■ Exercise objective ■
Your answer should be the lines of the material that include the word "nowrap".

Record extracts Block Start

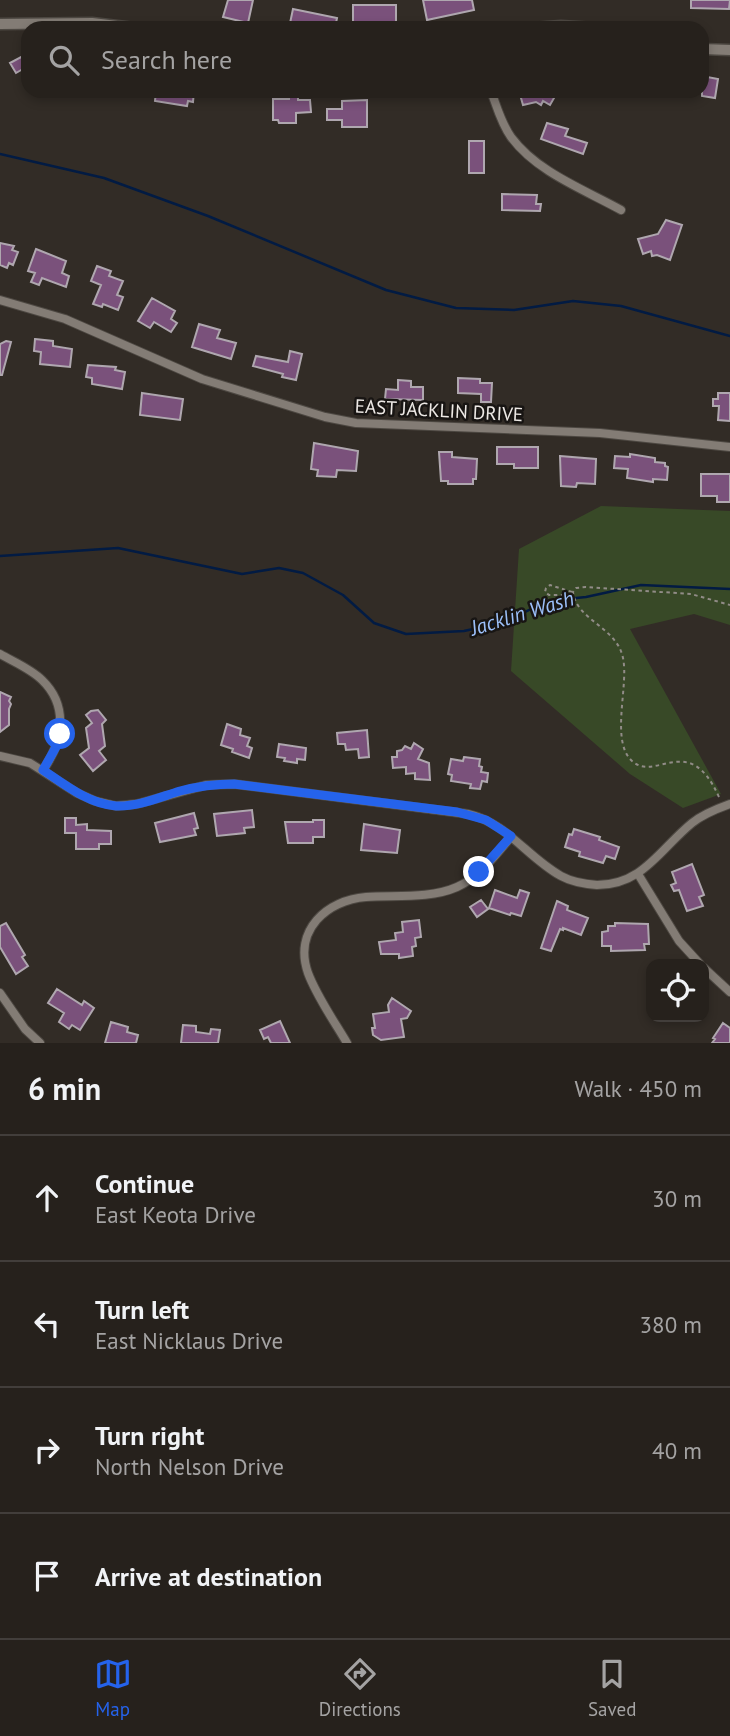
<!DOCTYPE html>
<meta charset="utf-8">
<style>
:root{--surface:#26211c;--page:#2e2925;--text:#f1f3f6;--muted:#a4a3a3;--line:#423e3b;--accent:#2563eb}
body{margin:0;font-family:"PT Sans",sans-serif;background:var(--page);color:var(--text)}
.controls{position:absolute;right:21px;bottom:21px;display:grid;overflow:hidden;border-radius:14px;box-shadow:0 4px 10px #0003}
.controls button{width:63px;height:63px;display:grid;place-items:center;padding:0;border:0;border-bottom:2px solid var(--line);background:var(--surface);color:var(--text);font:35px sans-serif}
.stop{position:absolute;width:21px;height:21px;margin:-16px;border:5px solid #2563eb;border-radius:50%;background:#fff}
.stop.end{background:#2563eb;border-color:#fff;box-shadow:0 2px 7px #0008}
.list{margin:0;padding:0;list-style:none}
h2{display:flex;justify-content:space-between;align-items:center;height:91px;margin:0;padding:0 28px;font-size:30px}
h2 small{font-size:23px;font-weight:400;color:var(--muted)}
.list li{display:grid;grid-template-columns:46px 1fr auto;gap:21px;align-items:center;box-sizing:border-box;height:126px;padding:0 28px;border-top:2px solid var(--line)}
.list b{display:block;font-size:26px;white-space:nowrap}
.list p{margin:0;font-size:23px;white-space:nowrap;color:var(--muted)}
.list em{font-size:23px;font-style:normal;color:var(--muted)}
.icon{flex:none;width:38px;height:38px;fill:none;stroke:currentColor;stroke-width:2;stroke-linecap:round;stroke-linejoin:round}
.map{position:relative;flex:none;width:730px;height:1043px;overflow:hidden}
.search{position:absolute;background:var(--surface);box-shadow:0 4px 10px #0003;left:21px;right:21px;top:21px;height:77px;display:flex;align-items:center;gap:18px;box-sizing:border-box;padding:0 24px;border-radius:21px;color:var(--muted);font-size:26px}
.sheet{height:595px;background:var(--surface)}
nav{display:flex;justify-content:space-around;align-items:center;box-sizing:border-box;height:98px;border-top:2px solid var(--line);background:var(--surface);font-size:19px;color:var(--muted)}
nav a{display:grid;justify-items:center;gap:4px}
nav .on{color:var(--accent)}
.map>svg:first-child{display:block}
.green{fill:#384927}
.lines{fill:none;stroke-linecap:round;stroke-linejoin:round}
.stream{stroke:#021b43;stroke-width:2.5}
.building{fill:#7a517b;stroke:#afa7af;stroke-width:2}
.minor-casing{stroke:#4d4842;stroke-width:10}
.tertiary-casing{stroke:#4d4842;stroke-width:13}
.path{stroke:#918c87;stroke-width:2;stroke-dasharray:3.5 3.5;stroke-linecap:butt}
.minor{stroke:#837c75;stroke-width:8}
.tertiary{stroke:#837c75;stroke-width:10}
.route{stroke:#2563eb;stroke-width:9}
.labels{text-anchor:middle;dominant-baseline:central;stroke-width:5;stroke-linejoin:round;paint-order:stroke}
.street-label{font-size:19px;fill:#ede9e5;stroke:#181513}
.water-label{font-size:21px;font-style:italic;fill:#9cc0fa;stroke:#181513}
</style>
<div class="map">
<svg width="730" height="1043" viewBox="0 0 730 1043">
<rect width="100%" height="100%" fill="#322c26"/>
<path class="green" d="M601,506L730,511V625L694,614L630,629L721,794L683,808L630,774L511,671L519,549Z"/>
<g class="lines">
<path class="stream" d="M0,154L104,178L208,216L386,290L456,308L514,310L573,301L621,306L730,336
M0,556L118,548L242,574L279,568L303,573L343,595L374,623L406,634L464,631L505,622L547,601L586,597L641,585L730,589"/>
</g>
<path class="building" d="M228,0H253L248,23L223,17Z
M423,0H472L474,10L427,20Z
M691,0H730L729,9L691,8Z
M353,5H396V28H353Z
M293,9L337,18L335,28H289Z
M21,57L23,60L28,57V66L16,73L10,63Z
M702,76L718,79L715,98L702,96Z
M156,91H194L193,102L188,101L187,106L155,101Z
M519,91H558L550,105L543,101L541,105L536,102L523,105Z
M298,95V100H310L311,112L296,113V123H279L278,120H273V99H289V96Z
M367,100V127H342V120H327V109H342V101Z
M547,123L568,129L565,136L587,143L583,154L541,139Z
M469,141H484V173H469Z
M502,194L537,195L536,204H541L540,211L502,210Z
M666,220L682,225L670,260L657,255L652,256L651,251L643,254L638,239L658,234Z
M0,243L14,246L12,250L18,252L13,265L9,263L7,268L0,265Z
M36,249L66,261L62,273L69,276L66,287L42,278L39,285L31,282L35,273L28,271Z
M97,266L111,271L109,276L123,281L117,295L123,297L118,310L103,304L102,307L93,304L101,285L91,281Z
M152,298L175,311L171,319L177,323L171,332L154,322L150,328L138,321Z
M199,324L220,330L217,338L236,343L231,359L192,347Z
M35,339L53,341V346L72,349L70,367L40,364L41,352L34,351Z
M6,341L11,342L2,375H0V344Z
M290,351L302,354L296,380L282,377L283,374L253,366L256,356L288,362Z
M88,365L116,367L115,370L125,372L122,389L92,384V378L86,377Z
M458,378L480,379V383H492L491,402H481V394L458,393Z
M398,380L411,381V387H423V400L385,399L386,389L398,390Z
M142,393L183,399L180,420L140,415Z
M718,393H730V421L718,420L719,406H713V399H718Z
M314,443L358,451L356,471L337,470L336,477L317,476L318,470L311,469Z
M497,447H538V468H514V464H497Z
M439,452H452V457L477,459L476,479H473V484H448V481H441Z
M630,454L655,458V462L665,463V466L668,467L667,480L653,479V482L627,478L628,469L614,468L615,456L630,457Z
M560,456L596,459L595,484L577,483L576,487L561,486Z
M701,474H730V502H717V496H701Z
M0,692L11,697L9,701L11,704L9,709V725L0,732Z
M98,710L106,720L102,724L105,746L99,751L106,760L93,771L80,755L89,748L86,728L92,723L86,715L91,711Z
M227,724L241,729L240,735L250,738L247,746L252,748L249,758L232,752L233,749L221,745Z
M367,730L369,757L359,758L358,749L346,750L345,744H338L337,733Z
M414,743L423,749L418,759L429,763L430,780L415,779V773L406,774V767L393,768L392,757H397V751L402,750L405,746L411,749Z
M279,744L306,748L305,760L297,759V763L284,761L285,758L277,757Z
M464,757L480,759L479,766L482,767L481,772L488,773L487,782L482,781L480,789L470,788L471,784L451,781L452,775L448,774L451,759L463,761Z
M252,810L254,827L244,828L245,833L217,836L214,814Z
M194,813L198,828L194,829L196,835L160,842L155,823Z
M65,818H76V825L87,824V830L111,831V844H99V849H76V833H65Z
M313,820H324V837H313V843H288L285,822H313Z
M364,824L400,830L397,853L361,850Z
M574,829L600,837L599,840L619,847L615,859L606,856L603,863L579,856L580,852L565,847L569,834L572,835Z
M692,864L704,895L699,897L703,906L687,911L679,890L674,891L671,885L676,883L672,872Z
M495,890L517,898L520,890L529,893L521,916L511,913L510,915L489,908Z
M481,900L488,909L477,917L470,907Z
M557,901L568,906L567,910L588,918L581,935L563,928V930L560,929L551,951L541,948Z
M419,920L421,937L415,938L416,946L412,947L413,956L399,958V954H381L379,942L396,940L395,933L403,932L402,922Z
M6,923L25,955L22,957L28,966L16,974L0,947V926Z
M615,923L648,924L649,944H644L645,950L611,951V946H602V932L608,931V926H615Z
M57,989L82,1005L84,1001L94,1008L80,1030L72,1025L69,1029L59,1022L64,1013L48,1003Z
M392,998L411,1011L407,1018L401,1019L404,1037L381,1040L373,1035L372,1028H375L373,1014L389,1012L388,1005Z
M280,1021L290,1043H271L268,1037L264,1039L260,1030Z
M111,1022L128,1027L127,1032L138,1035L136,1043H105Z
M723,1023L730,1028V1043H712L715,1039L713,1038Z
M183,1025L196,1026V1032L210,1034L211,1029L220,1030L218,1043H181Z"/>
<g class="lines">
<defs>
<path id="minor" d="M491,91C497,107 501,123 511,137C537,172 583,189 621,210
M0,300L65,319L202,379L325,417L356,423L600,433L730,447
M0,654C14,662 31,669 42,680C69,706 63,742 43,770
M0,756L30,763L77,793L95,801L116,806L137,804L206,785L234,784L468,814C507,823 527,857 561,876C572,882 584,884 597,885C643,885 660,849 692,823C703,814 716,809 730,804
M638,874L679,941L700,964
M704,968L730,992
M0,993L25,1029L40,1043
M347,1043C334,1021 317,997 308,973C293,930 327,900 366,897C395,895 430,899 457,887C480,877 495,855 511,837"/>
<path id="tertiary" d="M0,24L92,23L134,28
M533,28L561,26L594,28
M702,49L730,50"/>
</defs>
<use href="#minor" class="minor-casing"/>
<use href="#tertiary" class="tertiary-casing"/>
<path class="path" d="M572,592L550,585L546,588L545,592L549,595H573
M719,797C689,730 656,783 632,761C610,741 629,686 623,658C617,627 576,620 573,592L576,588L586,587L691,594L730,605"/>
<use href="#minor" class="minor"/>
<use href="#tertiary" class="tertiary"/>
</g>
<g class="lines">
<path class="route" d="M60,734L56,747L43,770C65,785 89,804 116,806C138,807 160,797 180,791C199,786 216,784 234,784L457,812L486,820L511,836L479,872"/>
</g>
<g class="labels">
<g class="street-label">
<text transform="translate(439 410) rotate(3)">EAST JACKLIN DRIVE</text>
</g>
<g class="water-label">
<text transform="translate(522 613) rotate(-17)">Jacklin Wash</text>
</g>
</g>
</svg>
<div class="controls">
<button><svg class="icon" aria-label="locate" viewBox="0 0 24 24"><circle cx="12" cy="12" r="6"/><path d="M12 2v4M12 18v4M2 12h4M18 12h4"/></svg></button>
</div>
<div class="stop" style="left:60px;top:734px"></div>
<div class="stop end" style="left:479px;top:872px"></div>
<div class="search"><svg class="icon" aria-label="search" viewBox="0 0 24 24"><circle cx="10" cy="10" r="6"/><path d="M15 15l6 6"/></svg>Search here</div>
</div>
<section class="sheet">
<h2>6 min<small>Walk · 450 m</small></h2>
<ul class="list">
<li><svg class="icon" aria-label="ahead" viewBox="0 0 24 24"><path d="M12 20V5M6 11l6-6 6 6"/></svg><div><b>Continue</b><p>East Keota Drive</p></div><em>30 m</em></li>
<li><svg class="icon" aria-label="left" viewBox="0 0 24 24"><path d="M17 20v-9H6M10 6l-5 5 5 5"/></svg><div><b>Turn left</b><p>East Nicklaus Drive</p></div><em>380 m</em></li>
<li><svg class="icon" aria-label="right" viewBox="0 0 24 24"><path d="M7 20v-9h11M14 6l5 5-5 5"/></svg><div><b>Turn right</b><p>North Nelson Drive</p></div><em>40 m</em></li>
<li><svg class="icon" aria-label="arrive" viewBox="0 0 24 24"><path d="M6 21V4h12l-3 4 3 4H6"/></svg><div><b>Arrive at destination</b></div></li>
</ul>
</section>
<nav>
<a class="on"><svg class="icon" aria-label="map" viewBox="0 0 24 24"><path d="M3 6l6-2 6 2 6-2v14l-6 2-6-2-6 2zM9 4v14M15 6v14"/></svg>Map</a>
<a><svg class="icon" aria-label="directions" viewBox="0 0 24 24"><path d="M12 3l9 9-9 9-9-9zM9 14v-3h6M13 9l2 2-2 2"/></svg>Directions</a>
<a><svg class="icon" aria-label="saved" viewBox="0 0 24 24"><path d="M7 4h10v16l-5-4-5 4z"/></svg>Saved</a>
</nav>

Record extracts Block End

■ Answer box ■
.list b{display:block;font-size:26px;white-space:nowrap}
.list p{margin:0;font-size:23px;white-space:nowrap;color:var(--muted)}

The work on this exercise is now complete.